→ **WHAT IS BEING ASKED**
After locating the line that contains "translate:-50% -50%; white-space:nowrap;" in the records below, write out exactly that line and each line after it through the one that contains "font-size:24px; color:#231911; font-weight:700", and nothing else.
**** DATA FOR THIS EXERCISE ****
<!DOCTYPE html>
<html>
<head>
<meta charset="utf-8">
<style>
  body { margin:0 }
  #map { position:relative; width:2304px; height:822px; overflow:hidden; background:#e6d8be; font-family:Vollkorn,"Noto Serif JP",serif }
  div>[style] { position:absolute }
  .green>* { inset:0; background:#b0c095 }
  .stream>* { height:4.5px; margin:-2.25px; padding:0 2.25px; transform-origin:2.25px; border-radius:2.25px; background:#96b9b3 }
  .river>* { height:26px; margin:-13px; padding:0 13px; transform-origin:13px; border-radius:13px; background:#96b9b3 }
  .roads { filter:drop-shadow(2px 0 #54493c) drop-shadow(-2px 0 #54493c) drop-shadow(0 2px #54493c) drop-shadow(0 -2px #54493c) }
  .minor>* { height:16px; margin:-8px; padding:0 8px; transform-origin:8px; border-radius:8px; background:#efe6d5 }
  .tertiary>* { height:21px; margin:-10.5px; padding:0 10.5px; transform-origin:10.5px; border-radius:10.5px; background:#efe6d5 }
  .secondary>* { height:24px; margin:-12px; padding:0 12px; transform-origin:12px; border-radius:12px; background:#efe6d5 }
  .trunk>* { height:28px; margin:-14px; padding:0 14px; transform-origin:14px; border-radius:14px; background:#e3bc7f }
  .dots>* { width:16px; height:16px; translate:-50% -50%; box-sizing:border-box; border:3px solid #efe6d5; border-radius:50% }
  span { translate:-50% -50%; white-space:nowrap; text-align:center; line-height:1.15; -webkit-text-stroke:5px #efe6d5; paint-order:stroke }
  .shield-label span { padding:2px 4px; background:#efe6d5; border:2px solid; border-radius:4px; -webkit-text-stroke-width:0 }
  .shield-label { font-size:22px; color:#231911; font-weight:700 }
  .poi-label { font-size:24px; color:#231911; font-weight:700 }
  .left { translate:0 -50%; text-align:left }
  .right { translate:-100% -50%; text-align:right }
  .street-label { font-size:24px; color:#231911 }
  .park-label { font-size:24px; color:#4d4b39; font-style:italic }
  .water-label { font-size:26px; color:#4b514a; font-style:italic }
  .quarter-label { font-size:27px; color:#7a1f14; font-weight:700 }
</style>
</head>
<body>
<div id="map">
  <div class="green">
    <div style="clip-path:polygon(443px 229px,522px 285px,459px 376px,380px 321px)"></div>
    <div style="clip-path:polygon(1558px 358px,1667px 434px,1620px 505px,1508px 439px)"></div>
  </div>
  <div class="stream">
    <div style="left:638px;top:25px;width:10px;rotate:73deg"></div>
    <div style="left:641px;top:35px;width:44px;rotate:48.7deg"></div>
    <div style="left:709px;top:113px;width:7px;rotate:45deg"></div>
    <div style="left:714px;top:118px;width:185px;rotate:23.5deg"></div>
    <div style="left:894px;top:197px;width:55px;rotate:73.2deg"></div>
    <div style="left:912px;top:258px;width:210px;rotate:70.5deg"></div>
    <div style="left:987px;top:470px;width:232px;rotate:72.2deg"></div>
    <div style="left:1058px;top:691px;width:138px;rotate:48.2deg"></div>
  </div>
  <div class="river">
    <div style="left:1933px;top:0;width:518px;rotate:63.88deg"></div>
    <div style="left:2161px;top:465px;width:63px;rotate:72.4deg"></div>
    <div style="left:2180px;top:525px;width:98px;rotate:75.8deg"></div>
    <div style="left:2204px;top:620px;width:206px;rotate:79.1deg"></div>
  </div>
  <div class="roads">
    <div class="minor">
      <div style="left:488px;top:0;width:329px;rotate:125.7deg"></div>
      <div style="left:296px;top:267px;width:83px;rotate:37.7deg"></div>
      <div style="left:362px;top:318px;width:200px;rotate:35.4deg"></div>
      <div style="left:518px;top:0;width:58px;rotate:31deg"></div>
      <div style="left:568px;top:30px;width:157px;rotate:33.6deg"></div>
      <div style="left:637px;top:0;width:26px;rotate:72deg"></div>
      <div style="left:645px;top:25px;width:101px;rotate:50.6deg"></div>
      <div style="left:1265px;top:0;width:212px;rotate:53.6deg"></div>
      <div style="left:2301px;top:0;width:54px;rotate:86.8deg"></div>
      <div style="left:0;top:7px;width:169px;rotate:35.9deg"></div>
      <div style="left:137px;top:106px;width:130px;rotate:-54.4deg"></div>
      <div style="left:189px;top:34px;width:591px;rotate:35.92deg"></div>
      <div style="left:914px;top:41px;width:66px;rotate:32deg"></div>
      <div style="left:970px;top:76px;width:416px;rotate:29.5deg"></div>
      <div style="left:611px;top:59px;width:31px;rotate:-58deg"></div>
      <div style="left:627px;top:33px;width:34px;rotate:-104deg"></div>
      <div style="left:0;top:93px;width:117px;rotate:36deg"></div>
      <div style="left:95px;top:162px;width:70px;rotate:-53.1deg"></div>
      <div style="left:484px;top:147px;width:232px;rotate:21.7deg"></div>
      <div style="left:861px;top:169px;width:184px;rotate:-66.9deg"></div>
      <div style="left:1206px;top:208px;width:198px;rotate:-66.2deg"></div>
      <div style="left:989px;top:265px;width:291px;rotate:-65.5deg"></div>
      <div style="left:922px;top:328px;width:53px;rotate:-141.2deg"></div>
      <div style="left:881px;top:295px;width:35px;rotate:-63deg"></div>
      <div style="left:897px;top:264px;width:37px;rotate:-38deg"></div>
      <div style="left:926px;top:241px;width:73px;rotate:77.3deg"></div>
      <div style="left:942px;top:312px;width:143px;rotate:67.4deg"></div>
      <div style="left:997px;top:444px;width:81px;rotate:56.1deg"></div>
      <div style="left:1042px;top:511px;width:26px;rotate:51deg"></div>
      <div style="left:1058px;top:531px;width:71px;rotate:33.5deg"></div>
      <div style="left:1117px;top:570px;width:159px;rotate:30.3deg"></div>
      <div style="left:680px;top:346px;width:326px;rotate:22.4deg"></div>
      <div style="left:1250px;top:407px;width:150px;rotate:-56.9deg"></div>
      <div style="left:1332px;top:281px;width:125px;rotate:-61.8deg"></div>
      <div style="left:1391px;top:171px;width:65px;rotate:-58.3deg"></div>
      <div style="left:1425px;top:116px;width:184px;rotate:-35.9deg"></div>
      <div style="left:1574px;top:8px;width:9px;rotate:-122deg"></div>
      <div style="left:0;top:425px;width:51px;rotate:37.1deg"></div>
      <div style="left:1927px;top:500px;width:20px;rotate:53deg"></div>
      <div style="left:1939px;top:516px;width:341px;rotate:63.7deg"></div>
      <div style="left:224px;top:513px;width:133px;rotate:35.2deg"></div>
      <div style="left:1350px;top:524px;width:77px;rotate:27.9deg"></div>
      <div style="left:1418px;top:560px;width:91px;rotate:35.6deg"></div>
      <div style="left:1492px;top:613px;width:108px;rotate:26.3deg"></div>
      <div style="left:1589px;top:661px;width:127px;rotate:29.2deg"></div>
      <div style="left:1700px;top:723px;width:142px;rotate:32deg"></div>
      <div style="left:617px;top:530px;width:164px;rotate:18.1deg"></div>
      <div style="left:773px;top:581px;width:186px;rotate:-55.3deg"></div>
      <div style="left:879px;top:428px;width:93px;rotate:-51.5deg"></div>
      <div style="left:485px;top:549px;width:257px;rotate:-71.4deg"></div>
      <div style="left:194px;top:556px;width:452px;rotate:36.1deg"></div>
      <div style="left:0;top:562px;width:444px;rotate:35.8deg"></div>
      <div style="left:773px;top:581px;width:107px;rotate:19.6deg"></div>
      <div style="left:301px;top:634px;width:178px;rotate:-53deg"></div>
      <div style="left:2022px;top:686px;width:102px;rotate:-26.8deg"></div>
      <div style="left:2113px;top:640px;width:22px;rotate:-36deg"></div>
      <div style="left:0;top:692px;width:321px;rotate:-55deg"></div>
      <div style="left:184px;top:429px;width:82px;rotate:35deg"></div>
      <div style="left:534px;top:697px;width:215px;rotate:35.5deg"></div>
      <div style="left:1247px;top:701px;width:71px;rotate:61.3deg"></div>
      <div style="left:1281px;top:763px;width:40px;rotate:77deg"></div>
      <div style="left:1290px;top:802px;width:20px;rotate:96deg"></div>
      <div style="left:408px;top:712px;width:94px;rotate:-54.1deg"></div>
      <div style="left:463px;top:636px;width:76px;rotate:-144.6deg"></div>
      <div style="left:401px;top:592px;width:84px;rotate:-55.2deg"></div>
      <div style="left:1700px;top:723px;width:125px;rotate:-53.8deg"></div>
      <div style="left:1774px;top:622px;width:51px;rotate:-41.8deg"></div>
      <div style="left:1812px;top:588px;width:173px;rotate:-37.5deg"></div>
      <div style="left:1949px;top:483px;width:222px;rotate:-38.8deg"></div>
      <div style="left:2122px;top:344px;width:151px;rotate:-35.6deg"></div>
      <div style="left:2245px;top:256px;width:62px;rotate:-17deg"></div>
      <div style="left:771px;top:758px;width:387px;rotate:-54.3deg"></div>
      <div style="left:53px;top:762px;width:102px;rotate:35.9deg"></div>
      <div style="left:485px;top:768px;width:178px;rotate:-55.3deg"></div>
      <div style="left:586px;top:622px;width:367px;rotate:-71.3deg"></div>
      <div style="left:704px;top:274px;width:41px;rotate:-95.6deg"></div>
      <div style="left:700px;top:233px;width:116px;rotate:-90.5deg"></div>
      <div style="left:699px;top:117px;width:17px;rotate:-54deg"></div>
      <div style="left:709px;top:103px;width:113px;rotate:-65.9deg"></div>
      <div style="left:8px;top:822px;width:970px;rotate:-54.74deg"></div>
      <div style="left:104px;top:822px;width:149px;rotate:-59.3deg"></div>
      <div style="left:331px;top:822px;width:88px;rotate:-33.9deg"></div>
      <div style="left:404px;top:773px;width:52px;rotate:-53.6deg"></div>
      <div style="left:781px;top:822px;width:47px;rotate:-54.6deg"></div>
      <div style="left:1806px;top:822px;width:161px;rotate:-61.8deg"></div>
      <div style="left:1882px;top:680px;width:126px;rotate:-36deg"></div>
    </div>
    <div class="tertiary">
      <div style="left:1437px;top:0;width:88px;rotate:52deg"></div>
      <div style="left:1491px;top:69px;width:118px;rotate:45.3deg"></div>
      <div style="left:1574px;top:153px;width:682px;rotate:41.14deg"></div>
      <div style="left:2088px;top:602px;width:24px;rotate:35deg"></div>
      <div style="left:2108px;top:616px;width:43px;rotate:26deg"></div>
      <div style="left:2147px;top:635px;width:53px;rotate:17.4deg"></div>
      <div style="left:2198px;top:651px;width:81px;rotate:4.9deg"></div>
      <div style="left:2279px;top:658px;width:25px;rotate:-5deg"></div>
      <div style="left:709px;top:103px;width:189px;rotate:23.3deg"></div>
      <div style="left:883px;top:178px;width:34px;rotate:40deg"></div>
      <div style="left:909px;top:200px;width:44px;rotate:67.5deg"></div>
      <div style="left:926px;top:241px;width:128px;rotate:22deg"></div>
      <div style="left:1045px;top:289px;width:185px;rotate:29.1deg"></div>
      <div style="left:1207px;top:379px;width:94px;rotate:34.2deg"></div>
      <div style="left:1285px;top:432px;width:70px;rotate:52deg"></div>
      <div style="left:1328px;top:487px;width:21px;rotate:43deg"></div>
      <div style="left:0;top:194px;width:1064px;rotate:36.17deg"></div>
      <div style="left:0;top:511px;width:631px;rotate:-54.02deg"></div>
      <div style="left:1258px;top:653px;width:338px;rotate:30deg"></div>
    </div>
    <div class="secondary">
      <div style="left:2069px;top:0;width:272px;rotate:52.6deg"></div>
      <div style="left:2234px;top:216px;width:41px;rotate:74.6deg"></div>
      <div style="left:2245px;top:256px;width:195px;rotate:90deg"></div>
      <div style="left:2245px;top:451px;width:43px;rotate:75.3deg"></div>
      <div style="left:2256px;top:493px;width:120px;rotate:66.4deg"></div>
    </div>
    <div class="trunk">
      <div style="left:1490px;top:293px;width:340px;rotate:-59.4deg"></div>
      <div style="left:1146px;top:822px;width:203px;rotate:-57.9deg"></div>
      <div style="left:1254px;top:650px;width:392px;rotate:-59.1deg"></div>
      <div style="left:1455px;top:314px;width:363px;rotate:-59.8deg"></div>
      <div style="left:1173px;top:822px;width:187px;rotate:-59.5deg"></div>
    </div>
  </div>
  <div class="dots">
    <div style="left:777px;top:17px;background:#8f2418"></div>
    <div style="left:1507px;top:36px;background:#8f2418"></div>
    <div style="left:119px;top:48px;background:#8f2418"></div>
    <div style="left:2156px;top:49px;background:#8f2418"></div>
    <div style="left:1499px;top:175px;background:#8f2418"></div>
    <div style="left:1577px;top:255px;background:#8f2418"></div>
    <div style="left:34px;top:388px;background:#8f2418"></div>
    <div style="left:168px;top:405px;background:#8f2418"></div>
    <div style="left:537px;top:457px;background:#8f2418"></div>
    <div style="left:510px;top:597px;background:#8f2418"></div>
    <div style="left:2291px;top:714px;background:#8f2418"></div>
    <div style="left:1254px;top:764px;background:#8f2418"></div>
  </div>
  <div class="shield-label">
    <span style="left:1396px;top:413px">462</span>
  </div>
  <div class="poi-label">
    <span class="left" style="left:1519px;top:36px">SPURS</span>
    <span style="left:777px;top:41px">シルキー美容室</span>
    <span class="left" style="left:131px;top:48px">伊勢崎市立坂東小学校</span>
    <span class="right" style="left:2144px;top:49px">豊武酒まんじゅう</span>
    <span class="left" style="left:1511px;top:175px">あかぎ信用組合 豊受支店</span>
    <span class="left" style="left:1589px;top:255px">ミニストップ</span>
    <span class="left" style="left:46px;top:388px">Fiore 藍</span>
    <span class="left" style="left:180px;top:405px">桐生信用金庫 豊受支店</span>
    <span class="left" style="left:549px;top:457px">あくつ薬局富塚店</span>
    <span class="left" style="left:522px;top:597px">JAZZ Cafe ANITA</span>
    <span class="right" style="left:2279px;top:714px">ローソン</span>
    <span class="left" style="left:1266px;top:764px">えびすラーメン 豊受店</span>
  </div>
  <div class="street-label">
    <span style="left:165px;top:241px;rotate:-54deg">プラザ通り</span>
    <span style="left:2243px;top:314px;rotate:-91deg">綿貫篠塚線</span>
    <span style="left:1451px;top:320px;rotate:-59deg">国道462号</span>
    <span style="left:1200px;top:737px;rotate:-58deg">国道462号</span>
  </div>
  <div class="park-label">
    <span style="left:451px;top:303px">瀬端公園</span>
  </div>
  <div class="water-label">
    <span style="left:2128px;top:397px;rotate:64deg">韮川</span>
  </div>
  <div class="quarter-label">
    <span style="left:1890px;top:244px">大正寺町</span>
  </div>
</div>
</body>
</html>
****
→ **REPLY**
  span { translate:-50% -50%; white-space:nowrap; text-align:center; line-height:1.15; -webkit-text-stroke:5px #efe6d5; paint-order:stroke }
  .shield-label span { padding:2px 4px; background:#efe6d5; border:2px solid; border-radius:4px; -webkit-text-stroke-width:0 }
  .shield-label { font-size:22px; color:#231911; font-weight:700 }
  .poi-label { font-size:24px; color:#231911; font-weight:700 }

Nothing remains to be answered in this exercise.